PROBLEM STATEMENT: Omit the pictures while printing every entry below exactly as given.

SUPPLIED MATERIAL:
------------------------------------------------------------------------

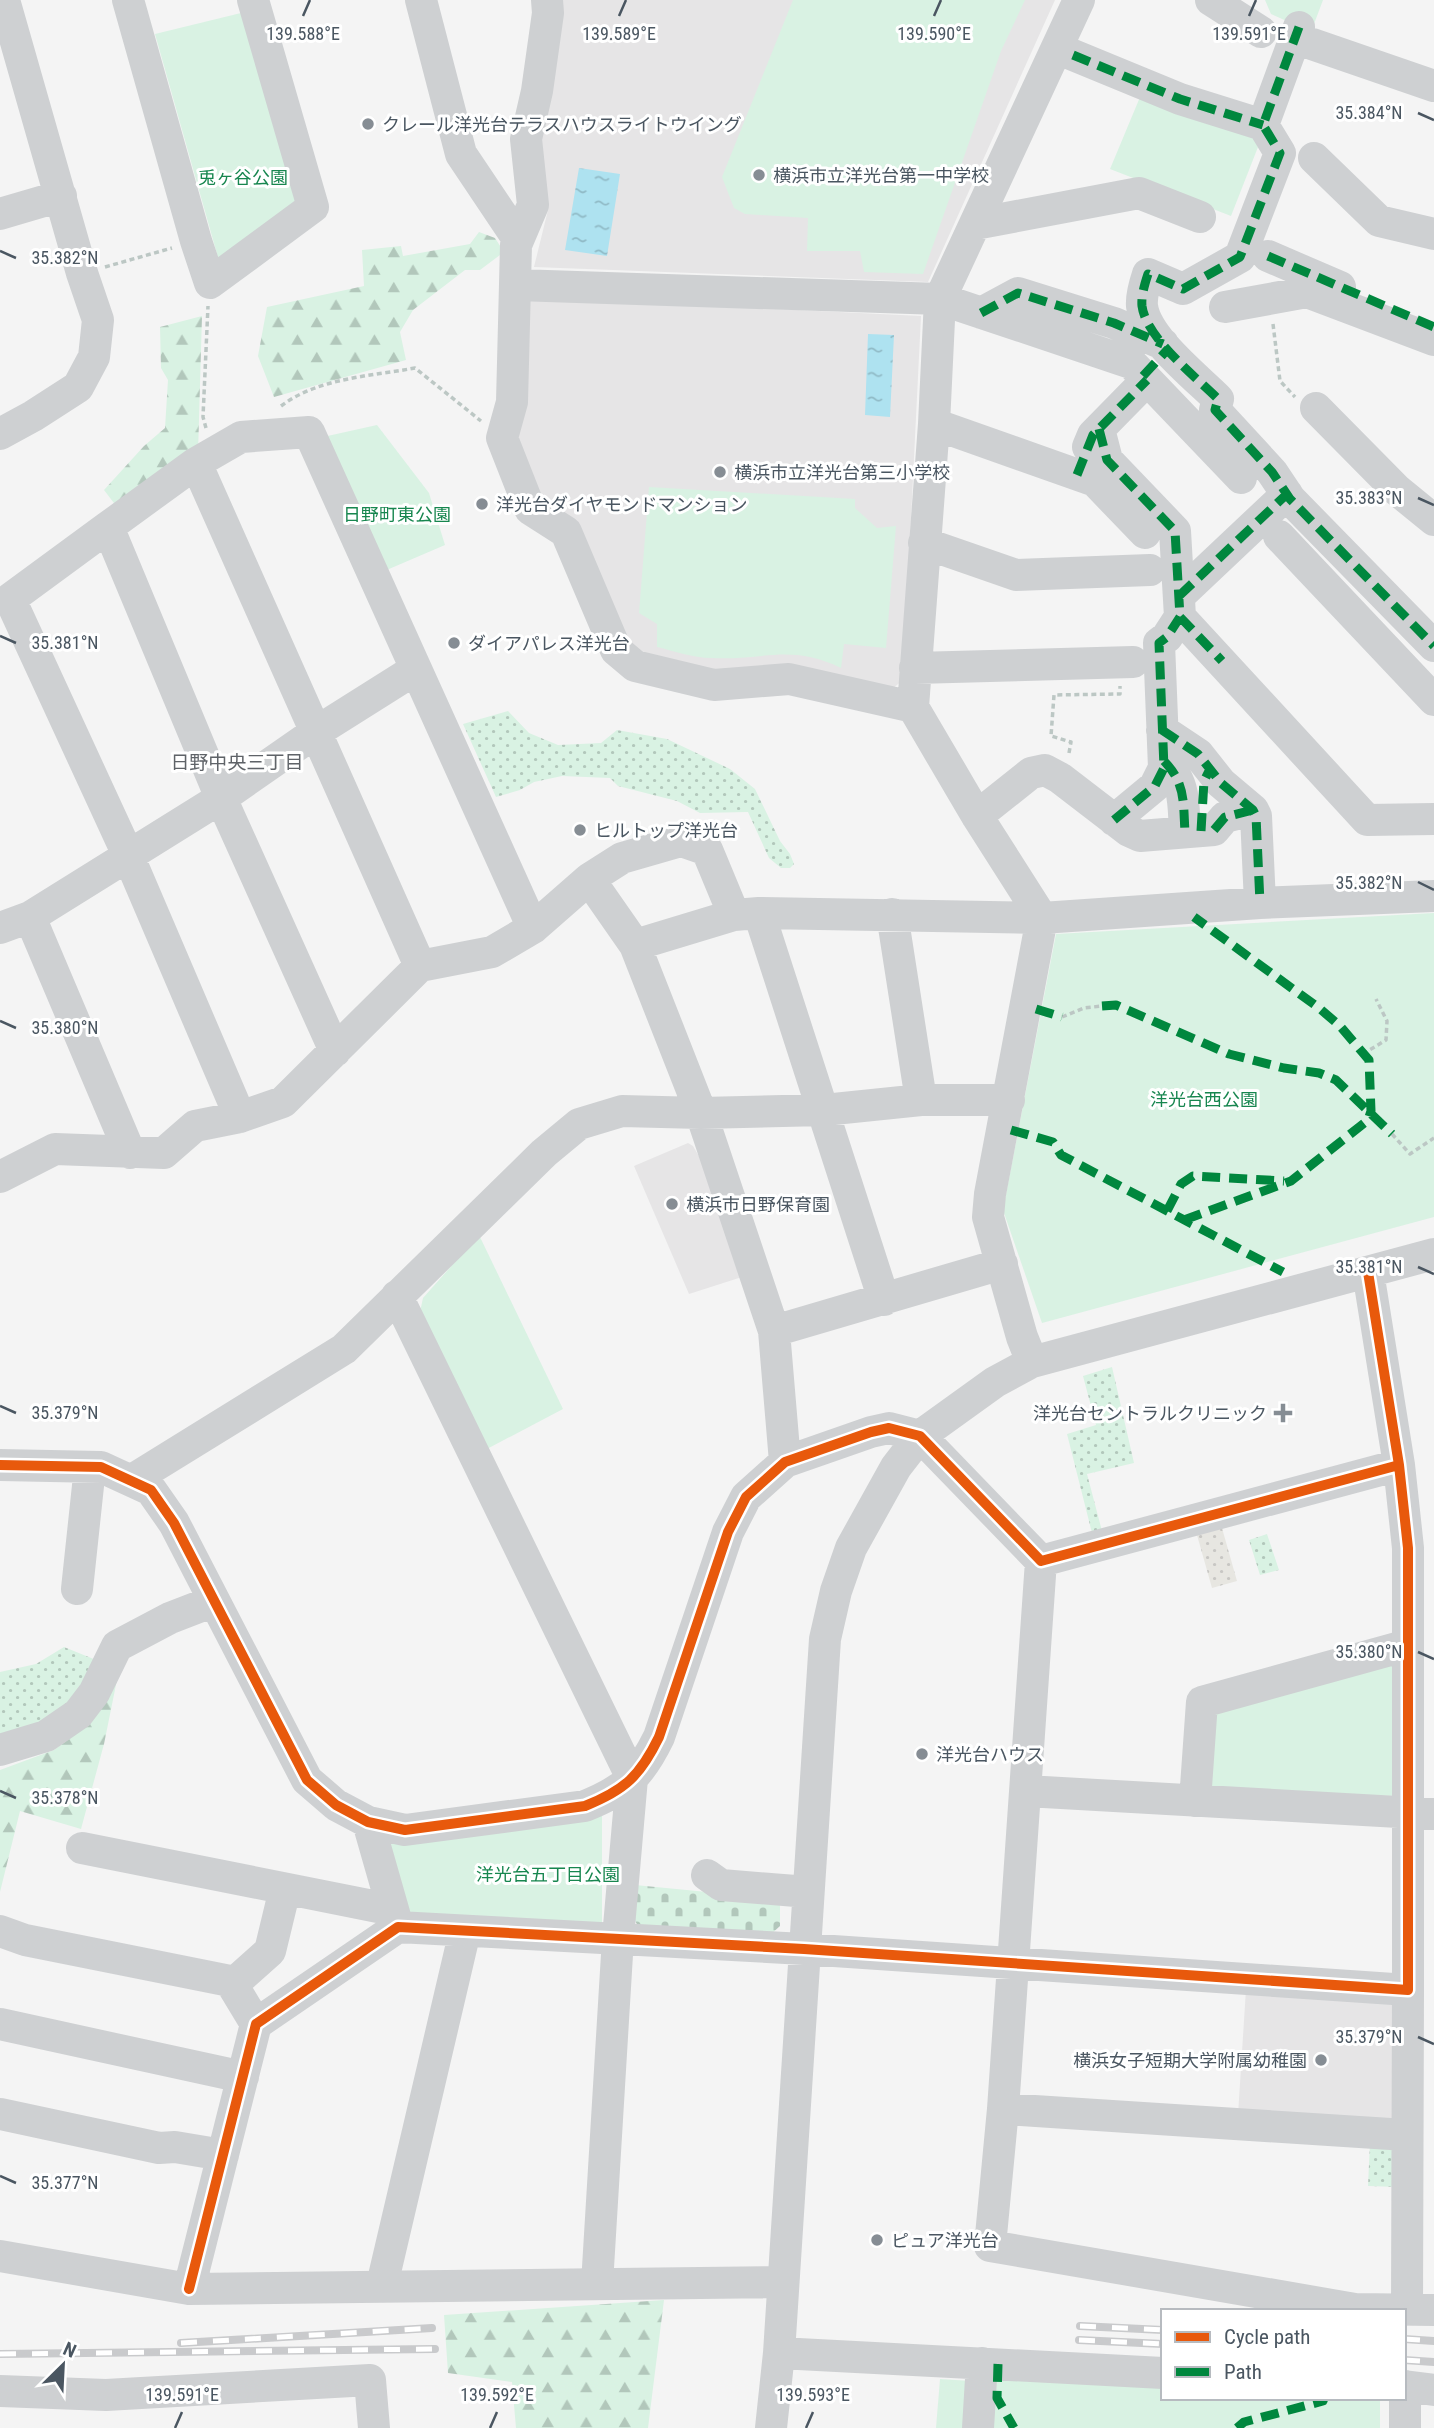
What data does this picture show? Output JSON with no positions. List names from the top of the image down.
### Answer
{
  "districts": ["日野中央三丁目"],
  "parks": [
    "兎ヶ谷公園",
    "日野町東公園",
    "洋光台西公園",
    "洋光台五丁目公園"
  ],
  "places": {
    "other": [
      "クレール洋光台テラスハウスライトウイング",
      "横浜市立洋光台第一中学校",
      "横浜市立洋光台第三小学校",
      "洋光台ダイヤモンドマンション",
      "ダイアパレス洋光台",
      "ヒルトップ洋光台",
      "横浜市日野保育園",
      "洋光台ハウス",
      "横浜女子短期大学附属幼稚園",
      "ピュア洋光台"
    ],
    "health": ["洋光台セントラルクリニック"]
  },
  "legend": ["Cycle path", "Path"],
  "north": "top right",
  "coordinates": [
    "139.588°E",
    "139.589°E",
    "139.590°E",
    "139.591°E",
    "35.384°N",
    "35.382°N",
    "35.383°N",
    "35.381°N",
    "35.380°N",
    "35.379°N",
    "35.378°N",
    "35.377°N",
    "139.592°E",
    "139.593°E"
  ]
}
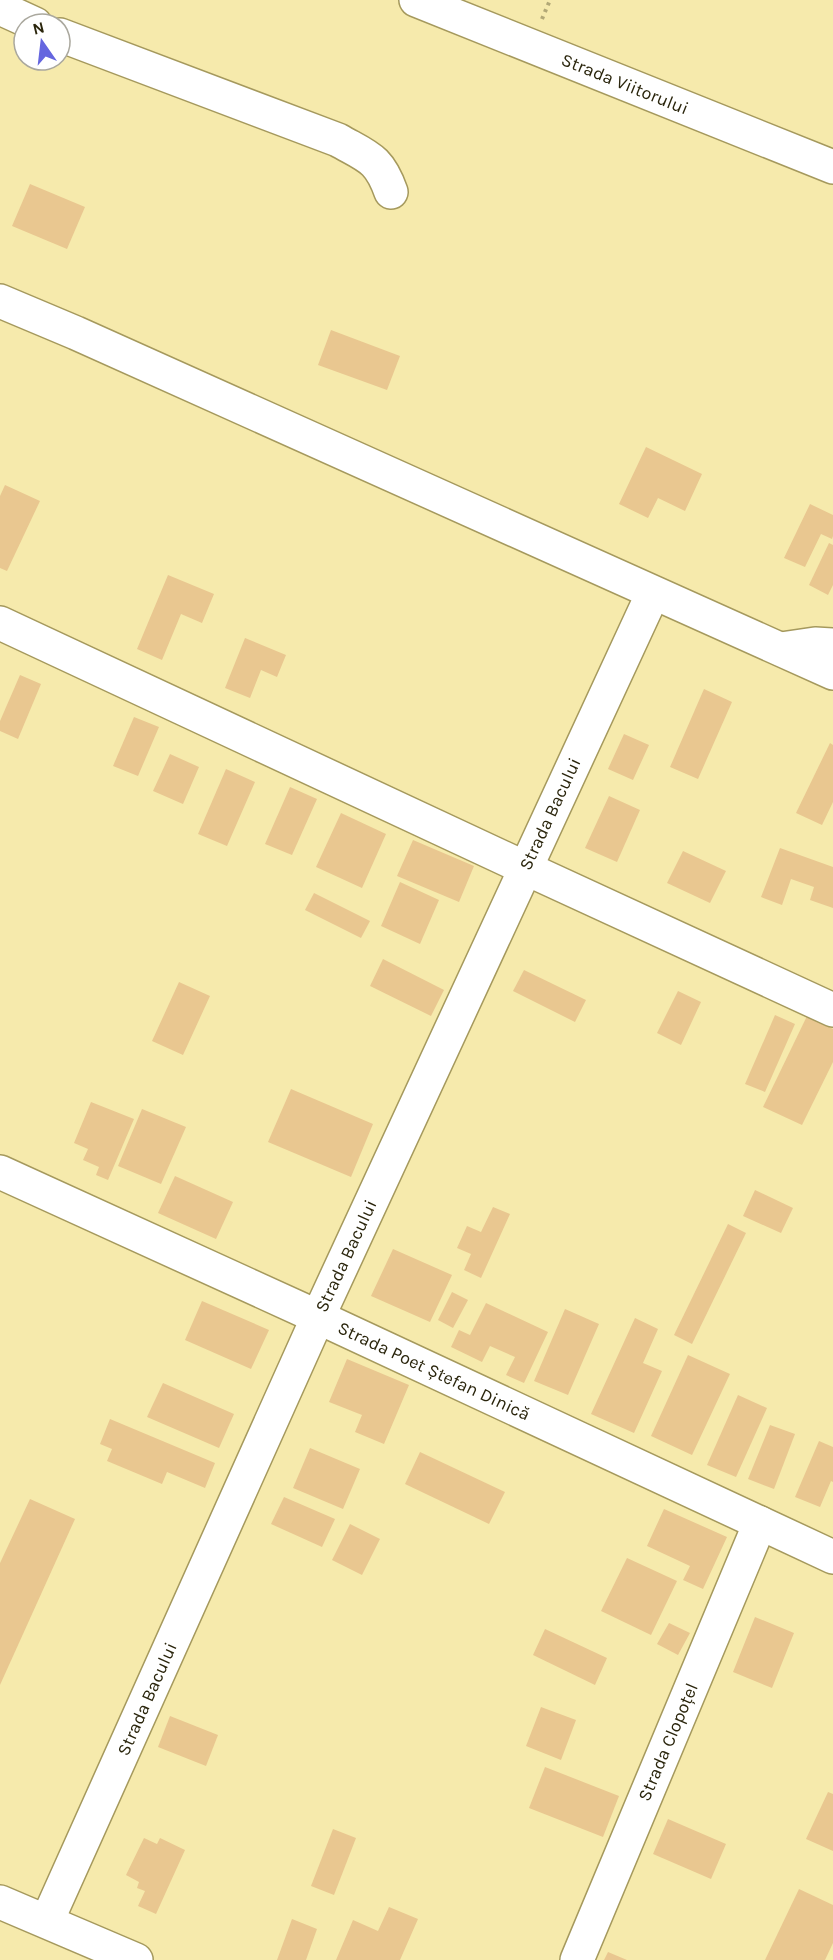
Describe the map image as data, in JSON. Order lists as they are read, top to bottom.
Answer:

------------------------------------------------------------------------

REPLY TO THE EXERCISE:
What data does this picture show? Output JSON with no positions. List names from the top of the image down.
### Answer
{
  "districts": ["日野中央三丁目"],
  "parks": [
    "兎ヶ谷公園",
    "日野町東公園",
    "洋光台西公園",
    "洋光台五丁目公園"
  ],
  "places": {
    "other": [
      "クレール洋光台テラスハウスライトウイング",
      "横浜市立洋光台第一中学校",
      "横浜市立洋光台第三小学校",
      "洋光台ダイヤモンドマンション",
      "ダイアパレス洋光台",
      "ヒルトップ洋光台",
      "横浜市日野保育園",
      "洋光台ハウス",
      "横浜女子短期大学附属幼稚園",
      "ピュア洋光台"
    ],
    "health": ["洋光台セントラルクリニック"]
  },
  "legend": ["Cycle path", "Path"],
  "north": "top right",
  "coordinates": [
    "139.588°E",
    "139.589°E",
    "139.590°E",
    "139.591°E",
    "35.384°N",
    "35.382°N",
    "35.383°N",
    "35.381°N",
    "35.380°N",
    "35.379°N",
    "35.378°N",
    "35.377°N",
    "139.592°E",
    "139.593°E"
  ]
}
Describe the map image as data, in JSON. Order lists as they are read, top to bottom.
Answer:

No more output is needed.